BCTF pleased government back down from proposed prevalence model

THE government’s changes to the education funding formula include good additions and some significant omissions, said BC Teachers Federation President Teri Mooring on Friday.

“Teachers have been working hard to convince the government to back off a proposal to fund special education based on population statistics instead of actual identified student needs,” said Mooring. “The proposal was called the prevalence model and we were concerned about the negative consequences for students with special needs, their parents, and their teachers. I’m really proud of the advocacy work BCTF members did and that the BC NDP government listened to our concerns.

“It’s reassuring to see the government moving forward with changes to the education funding model in such a measured and purposeful way. I am pleased to hear the Minister of Education commit to spend more time working with teachers and other stakeholders on how best to move forward with funding inclusive education. There’s a lot more work to do and the prevalence model is definitely the wrong approach.”

Mooring also congratulated the government on adding a supplement to support children and youth in care.
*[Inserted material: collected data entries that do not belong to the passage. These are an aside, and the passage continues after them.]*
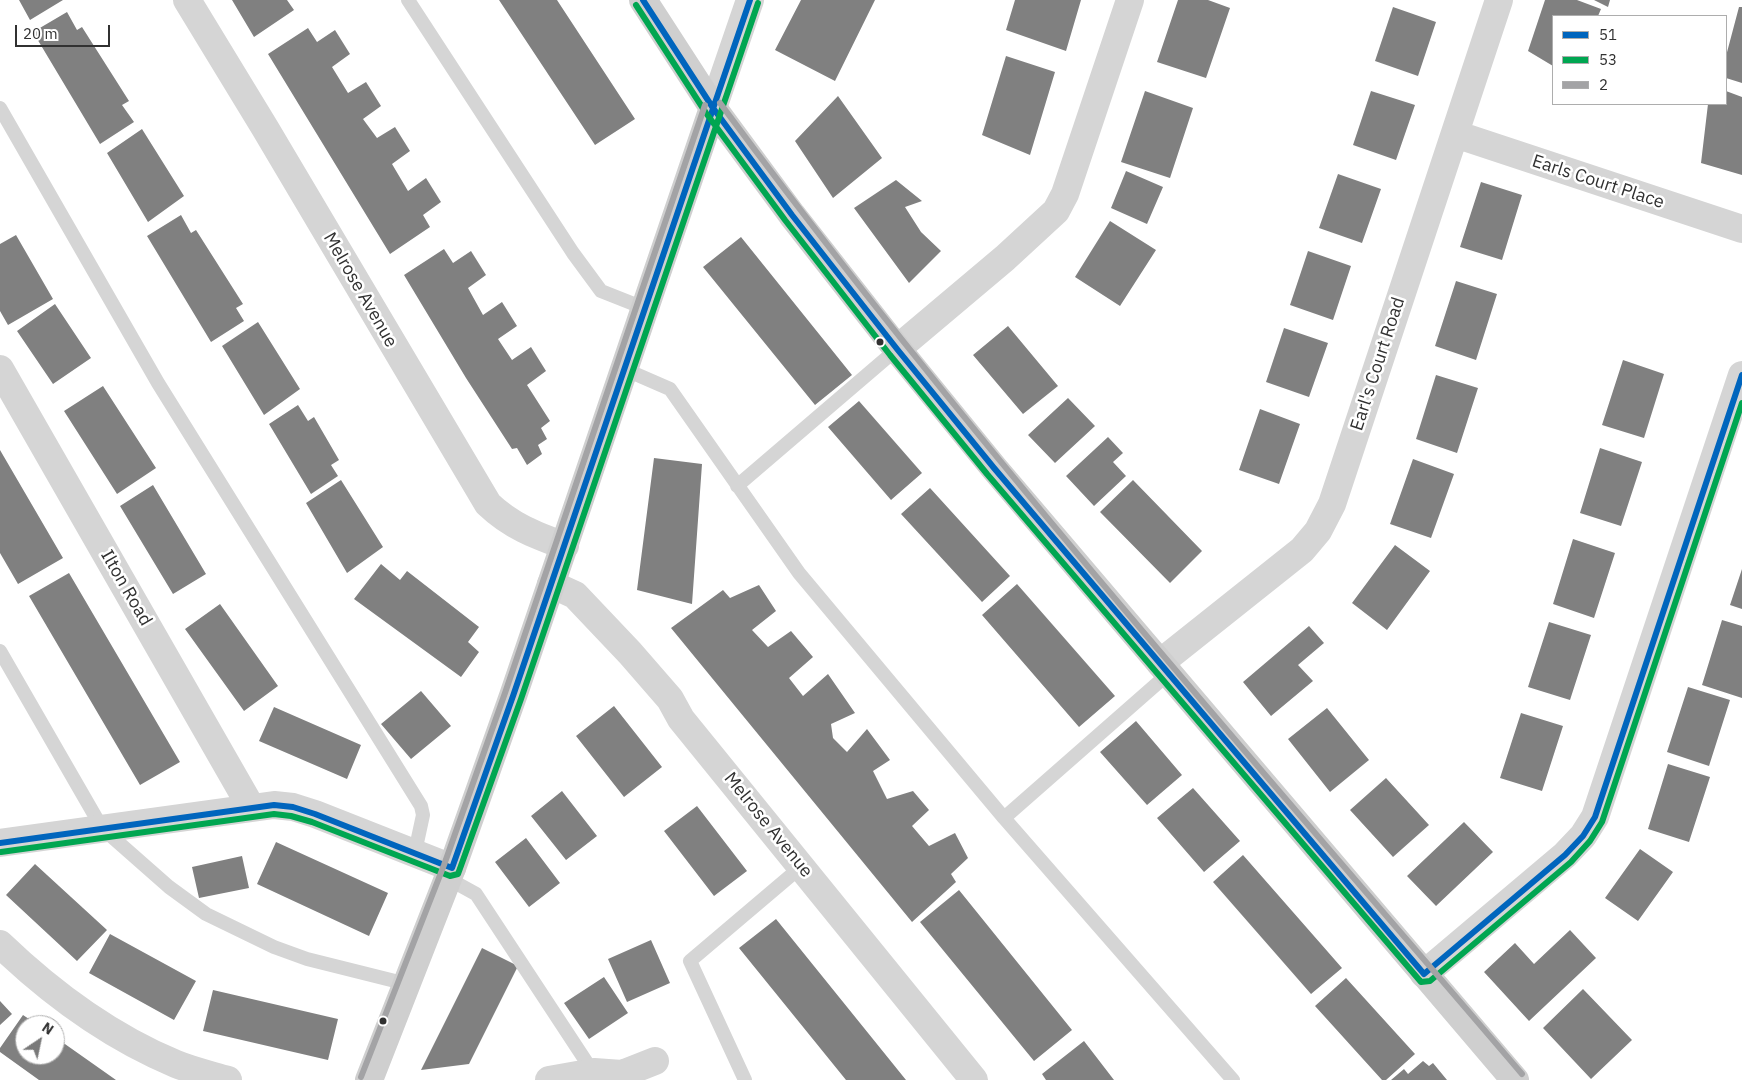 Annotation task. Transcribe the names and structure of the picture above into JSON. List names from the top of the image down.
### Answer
{
  "streets": {
    "street": [
      "Earls Court Place",
      "Melrose Avenue",
      "Earl's Court Road",
      "Ilton Road"
    ]
  },
  "crossings": [
    ["Earls Court Place", "Earl's Court Road"]
  ],
  "lines": ["transit line 51", "transit line 53", "transit line 2"],
  "legend": ["51", "53", "2"],
  "scale_bar": "20 m",
  "north": "top right"
}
She said: “Whether it’s hot lunch programs, mental health supports, or extra counselling, we know those students need more and I am thrilled to hear help is on the way to them. It’s an incredibly important change that will help undo some of the damage done by the previous government. Children and youth in care are some of our most vulnerable students. It is so important that they get the extra help in classrooms and in the community to keep them well and help them thrive.”

Mooring said she is looking forward to the upcoming budget to learn more about the government’s plans for funding BC’s public education system and resolving problems like BC’s teacher shortage crisis. She’ll also be looking for new funding to help BC teachers and the BC Public School Employers’ Association reach a good deal in mediation.

She added: “The threat of the prevalence model made an already complex round of collective bargaining more difficult. It’s going to be helpful to this round to see it shelved. I hope this decision not to proceed with the prevalence funding model is permanent and that the promise for additional consultation will find a better way forward for teachers, students, and parents.”